If the various financial services submissions filed with David Murray’s Financial Systems Review have a common theme it is that while consumer protection is generally regarded as a priority, consumers themselves must take more responsibility for ensuring they understand the decisions they are being asked to make. 

In other words, a strong theme across many submissions is that consumers need to be better educated about financial products and services so that they can make better decisions assisted by trusted advisers such as accountants and financial planners. 

It was a theme at the core of the submission filed by the Institute of Chartered Accountants and it was something echoed in the submissions filed by both the Commonwealth Bank and the ANZ. 
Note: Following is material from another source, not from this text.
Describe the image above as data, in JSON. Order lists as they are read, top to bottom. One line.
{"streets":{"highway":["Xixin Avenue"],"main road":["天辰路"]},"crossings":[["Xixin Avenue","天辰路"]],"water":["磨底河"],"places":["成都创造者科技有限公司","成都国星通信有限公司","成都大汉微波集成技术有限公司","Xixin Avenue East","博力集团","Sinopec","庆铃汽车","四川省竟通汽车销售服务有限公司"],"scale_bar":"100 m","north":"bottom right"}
Over the past two decades, successive Governments have talked the talk on financial literacy and there have been some high profile campaigns suggesting that they have also tried to walk the walk.

But, in reality, the level of expenditure directed towards financial literacy has been comparatively modest when weighted against other Government-backed campaigns. 

Thus, when debacles such as the collapse of Storm Financial and the failure of some agricultural Managed Investment Schemes have occurred, the finger of blame has been pointed at financial planners and others with little thought given to whether the consumers themselves might have acted in their own best interests. 

It might be asked to what degree some basic knowledge around the workings of financial products might have assisted the victims of the Storm Financial collapse to recognise the dangers of triple leverage, or the punters who invested in agricultural managed investment schemes to understand that the value of tax deductibility might be outweighed by the risk to their underlying capital. 

The reality, of course, is that Australians are in 2014 vastly more economically and financially literate than they were two decades ago, with higher levels of share ownership thanks to the floating of companies such as Telstra, AMP Limited and the NRMA.

Soon, it seems, they will have an opportunity to invest in the initial public offering of Medibank Private. 

But the reality of offerings such as those wrapped up in the Storm advice model and those entailing investing in agricultural schemes is that they entail complexities and risks which are often best left to more sophisticated investors with a more intimate understanding and vastly deeper pockets. 

It is to be hoped that the Financial Systems Review does, indeed, recommend that the Government devote more funding and resources towards higher levels of financial literacy, but this needs to be coupled with encouragement of people to seek professional financial advice when dealing with more sophisticated investments.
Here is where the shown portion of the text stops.